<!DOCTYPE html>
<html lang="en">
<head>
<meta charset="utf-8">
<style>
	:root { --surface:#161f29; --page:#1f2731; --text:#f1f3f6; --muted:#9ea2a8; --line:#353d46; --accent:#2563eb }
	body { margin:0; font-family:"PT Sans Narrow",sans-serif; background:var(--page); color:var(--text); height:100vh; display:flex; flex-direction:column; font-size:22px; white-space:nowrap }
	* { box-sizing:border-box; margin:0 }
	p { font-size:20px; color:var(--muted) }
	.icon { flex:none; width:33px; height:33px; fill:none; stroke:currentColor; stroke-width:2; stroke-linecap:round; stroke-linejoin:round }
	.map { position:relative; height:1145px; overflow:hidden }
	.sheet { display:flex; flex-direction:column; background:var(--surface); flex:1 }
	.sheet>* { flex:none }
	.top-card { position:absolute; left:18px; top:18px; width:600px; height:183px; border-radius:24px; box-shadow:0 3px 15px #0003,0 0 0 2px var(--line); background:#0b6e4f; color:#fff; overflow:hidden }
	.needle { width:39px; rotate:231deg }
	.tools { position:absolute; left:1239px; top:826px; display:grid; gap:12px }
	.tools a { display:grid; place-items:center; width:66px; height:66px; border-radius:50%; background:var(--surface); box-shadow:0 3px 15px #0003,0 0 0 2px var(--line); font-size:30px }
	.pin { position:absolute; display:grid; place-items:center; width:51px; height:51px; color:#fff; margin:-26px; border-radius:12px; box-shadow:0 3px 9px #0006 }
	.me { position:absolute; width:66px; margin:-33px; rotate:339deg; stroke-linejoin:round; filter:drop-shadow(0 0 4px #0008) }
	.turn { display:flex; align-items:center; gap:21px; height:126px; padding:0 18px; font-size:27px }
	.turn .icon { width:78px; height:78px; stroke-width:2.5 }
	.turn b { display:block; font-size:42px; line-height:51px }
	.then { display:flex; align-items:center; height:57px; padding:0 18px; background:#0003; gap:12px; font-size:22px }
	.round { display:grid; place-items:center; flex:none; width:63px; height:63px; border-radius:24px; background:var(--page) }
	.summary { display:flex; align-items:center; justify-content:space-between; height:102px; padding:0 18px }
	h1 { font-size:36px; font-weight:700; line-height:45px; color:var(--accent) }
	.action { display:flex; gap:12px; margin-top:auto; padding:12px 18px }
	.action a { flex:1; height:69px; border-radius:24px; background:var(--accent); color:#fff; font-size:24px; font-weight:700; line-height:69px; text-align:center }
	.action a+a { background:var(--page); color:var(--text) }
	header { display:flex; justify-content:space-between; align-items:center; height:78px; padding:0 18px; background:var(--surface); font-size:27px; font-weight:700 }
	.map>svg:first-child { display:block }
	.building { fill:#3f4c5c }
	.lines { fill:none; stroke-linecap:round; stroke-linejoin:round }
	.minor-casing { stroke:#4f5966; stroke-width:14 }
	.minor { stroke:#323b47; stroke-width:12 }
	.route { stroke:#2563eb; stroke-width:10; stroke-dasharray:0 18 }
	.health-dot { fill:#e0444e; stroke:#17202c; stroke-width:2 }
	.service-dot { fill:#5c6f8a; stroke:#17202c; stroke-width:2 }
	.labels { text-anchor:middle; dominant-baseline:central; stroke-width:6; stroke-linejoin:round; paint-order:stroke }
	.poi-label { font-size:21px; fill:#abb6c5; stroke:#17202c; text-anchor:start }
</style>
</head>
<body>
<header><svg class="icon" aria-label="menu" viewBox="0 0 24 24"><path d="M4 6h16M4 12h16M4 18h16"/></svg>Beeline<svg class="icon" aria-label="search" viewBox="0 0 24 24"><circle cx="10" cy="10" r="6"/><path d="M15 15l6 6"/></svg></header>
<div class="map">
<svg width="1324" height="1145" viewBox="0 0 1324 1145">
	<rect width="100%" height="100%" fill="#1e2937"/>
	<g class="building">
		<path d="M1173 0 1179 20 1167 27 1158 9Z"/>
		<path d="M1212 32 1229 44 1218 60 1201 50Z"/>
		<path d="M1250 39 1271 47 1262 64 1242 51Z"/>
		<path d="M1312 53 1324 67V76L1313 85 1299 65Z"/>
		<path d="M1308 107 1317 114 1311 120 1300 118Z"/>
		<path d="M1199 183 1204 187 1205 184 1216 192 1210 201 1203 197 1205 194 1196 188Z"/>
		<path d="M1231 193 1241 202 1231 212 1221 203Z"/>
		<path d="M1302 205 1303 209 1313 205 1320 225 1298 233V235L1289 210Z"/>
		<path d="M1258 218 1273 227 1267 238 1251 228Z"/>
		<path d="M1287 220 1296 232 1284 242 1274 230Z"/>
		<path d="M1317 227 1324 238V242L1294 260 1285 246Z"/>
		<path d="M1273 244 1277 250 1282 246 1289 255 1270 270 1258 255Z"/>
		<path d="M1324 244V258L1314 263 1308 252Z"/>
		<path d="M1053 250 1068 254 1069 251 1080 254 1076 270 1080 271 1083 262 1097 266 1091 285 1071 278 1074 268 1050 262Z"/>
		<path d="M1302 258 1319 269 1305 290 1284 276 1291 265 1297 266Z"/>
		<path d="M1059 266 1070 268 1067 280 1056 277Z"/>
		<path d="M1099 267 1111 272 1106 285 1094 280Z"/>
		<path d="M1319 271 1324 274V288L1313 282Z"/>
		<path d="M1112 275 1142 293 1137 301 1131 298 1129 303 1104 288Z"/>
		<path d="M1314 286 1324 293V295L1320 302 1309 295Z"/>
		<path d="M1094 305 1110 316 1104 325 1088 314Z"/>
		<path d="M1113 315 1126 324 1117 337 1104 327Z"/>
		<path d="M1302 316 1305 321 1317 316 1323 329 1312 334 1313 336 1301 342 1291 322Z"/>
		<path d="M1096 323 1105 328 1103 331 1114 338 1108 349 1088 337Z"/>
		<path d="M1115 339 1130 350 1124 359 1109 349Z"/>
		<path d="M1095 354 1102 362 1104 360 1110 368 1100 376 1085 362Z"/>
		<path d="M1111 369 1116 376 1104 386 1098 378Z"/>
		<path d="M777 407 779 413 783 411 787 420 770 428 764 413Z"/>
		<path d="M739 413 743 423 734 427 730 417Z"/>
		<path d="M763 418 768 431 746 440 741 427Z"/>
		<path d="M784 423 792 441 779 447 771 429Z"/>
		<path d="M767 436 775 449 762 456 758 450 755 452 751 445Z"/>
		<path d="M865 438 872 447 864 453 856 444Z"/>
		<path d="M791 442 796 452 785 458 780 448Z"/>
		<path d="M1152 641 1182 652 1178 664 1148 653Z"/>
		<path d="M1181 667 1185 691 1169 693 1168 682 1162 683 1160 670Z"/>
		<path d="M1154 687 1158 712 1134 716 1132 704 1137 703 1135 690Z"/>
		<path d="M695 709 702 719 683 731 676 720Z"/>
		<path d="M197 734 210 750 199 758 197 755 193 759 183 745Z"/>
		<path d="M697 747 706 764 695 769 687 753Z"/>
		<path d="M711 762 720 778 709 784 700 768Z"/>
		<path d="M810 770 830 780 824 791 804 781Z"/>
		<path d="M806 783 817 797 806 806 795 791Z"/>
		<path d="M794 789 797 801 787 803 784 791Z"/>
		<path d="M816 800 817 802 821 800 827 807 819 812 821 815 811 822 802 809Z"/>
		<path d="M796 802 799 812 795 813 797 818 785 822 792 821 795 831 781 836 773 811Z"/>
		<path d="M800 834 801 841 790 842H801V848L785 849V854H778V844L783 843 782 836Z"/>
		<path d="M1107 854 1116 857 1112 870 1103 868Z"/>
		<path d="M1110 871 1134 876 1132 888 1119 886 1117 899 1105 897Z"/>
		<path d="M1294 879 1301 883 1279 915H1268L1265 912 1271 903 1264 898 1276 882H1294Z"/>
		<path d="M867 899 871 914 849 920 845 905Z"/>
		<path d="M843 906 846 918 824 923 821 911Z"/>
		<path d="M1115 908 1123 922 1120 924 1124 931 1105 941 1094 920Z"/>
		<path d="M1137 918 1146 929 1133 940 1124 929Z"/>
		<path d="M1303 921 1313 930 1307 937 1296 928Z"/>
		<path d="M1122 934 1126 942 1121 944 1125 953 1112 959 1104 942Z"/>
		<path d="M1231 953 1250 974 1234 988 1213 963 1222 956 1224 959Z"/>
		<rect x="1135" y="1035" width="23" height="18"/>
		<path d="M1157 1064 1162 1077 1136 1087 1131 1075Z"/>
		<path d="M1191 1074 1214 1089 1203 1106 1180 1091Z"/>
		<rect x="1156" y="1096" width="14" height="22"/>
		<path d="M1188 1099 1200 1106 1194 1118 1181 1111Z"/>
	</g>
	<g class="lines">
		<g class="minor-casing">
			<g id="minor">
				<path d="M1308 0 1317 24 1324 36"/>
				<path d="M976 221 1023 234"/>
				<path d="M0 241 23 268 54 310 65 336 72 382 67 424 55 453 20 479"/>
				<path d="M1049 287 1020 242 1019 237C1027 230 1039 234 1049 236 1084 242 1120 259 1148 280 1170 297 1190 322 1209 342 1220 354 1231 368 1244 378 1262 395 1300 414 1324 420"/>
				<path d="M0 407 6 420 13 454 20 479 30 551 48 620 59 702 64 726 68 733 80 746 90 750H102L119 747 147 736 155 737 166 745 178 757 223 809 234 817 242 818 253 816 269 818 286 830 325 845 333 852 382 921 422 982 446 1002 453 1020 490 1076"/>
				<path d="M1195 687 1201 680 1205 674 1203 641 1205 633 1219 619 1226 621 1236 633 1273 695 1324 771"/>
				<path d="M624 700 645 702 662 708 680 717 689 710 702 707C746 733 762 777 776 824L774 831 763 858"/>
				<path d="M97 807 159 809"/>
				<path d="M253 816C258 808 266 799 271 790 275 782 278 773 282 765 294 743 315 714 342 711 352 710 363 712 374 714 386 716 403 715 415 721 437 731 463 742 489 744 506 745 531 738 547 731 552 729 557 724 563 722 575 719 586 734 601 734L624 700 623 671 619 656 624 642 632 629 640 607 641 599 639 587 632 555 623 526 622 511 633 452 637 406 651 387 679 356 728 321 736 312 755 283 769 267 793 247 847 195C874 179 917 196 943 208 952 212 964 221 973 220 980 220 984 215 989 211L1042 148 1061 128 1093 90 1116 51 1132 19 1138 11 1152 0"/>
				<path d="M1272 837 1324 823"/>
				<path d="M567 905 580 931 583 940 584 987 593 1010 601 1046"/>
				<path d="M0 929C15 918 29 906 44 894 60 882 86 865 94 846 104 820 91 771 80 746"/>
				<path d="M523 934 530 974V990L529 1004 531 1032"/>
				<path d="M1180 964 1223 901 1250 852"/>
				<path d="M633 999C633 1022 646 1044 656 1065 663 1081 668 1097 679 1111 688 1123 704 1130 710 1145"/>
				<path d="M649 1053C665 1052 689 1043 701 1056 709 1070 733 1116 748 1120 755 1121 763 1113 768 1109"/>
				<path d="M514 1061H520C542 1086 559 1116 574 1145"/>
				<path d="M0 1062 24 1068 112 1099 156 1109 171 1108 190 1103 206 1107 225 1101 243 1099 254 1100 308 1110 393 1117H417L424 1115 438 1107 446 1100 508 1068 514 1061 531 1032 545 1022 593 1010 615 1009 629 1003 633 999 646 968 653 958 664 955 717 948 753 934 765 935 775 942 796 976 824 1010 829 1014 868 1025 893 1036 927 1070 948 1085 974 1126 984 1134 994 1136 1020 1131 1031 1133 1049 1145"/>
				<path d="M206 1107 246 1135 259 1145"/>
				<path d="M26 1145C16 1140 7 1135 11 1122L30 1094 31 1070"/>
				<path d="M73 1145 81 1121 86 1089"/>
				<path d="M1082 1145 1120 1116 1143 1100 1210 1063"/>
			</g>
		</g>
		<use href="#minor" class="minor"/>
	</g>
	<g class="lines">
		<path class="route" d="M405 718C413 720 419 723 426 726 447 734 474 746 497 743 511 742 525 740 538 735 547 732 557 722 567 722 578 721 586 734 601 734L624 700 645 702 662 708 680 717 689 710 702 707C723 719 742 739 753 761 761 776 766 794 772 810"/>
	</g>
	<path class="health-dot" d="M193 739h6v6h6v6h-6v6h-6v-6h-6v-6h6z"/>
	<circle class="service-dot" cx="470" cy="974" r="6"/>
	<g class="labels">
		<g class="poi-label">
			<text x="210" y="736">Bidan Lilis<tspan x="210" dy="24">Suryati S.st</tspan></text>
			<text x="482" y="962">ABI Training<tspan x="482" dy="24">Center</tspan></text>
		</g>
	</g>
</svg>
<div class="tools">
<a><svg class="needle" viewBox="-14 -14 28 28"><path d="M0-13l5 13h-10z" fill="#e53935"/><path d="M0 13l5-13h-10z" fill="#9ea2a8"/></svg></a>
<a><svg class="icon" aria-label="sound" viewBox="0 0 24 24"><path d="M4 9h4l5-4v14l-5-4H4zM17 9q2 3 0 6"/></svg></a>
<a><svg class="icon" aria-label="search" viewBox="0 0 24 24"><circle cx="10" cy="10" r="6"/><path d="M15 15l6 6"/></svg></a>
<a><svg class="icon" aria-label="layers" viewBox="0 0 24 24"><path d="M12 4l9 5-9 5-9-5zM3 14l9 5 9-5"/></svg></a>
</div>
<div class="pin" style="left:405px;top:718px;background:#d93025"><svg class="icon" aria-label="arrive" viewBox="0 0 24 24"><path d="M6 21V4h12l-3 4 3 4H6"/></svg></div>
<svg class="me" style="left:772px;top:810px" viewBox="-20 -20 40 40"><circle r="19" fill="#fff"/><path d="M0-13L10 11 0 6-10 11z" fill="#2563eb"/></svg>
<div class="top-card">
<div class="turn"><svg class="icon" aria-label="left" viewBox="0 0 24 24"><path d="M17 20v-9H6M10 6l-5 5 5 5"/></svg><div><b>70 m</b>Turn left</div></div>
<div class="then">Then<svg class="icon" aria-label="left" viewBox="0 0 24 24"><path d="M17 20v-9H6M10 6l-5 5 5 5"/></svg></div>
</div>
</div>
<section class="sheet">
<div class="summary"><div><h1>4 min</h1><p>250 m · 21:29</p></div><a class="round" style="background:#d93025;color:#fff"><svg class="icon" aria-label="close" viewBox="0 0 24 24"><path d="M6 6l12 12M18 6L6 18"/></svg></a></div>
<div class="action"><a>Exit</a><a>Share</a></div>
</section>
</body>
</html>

───

• ASSIGNMENT: In the listing above, find the line with "display:flex; flex-direction:column; background:var(--surface);" and the line with "display:flex; align-items:center; height:57px;", then print exactly those two lines and every line between them, and nothing more.

• EXERCISE SOLUTION:
	.sheet { display:flex; flex-direction:column; background:var(--surface); flex:1 }
	.sheet>* { flex:none }
	.top-card { position:absolute; left:18px; top:18px; width:600px; height:183px; border-radius:24px; box-shadow:0 3px 15px #0003,0 0 0 2px var(--line); background:#0b6e4f; color:#fff; overflow:hidden }
	.needle { width:39px; rotate:231deg }
	.tools { position:absolute; left:1239px; top:826px; display:grid; gap:12px }
	.tools a { display:grid; place-items:center; width:66px; height:66px; border-radius:50%; background:var(--surface); box-shadow:0 3px 15px #0003,0 0 0 2px var(--line); font-size:30px }
	.pin { position:absolute; display:grid; place-items:center; width:51px; height:51px; color:#fff; margin:-26px; border-radius:12px; box-shadow:0 3px 9px #0006 }
	.me { position:absolute; width:66px; margin:-33px; rotate:339deg; stroke-linejoin:round; filter:drop-shadow(0 0 4px #0008) }
	.turn { display:flex; align-items:center; gap:21px; height:126px; padding:0 18px; font-size:27px }
	.turn .icon { width:78px; height:78px; stroke-width:2.5 }
	.turn b { display:block; font-size:42px; line-height:51px }
	.then { display:flex; align-items:center; height:57px; padding:0 18px; background:#0003; gap:12px; font-size:22px }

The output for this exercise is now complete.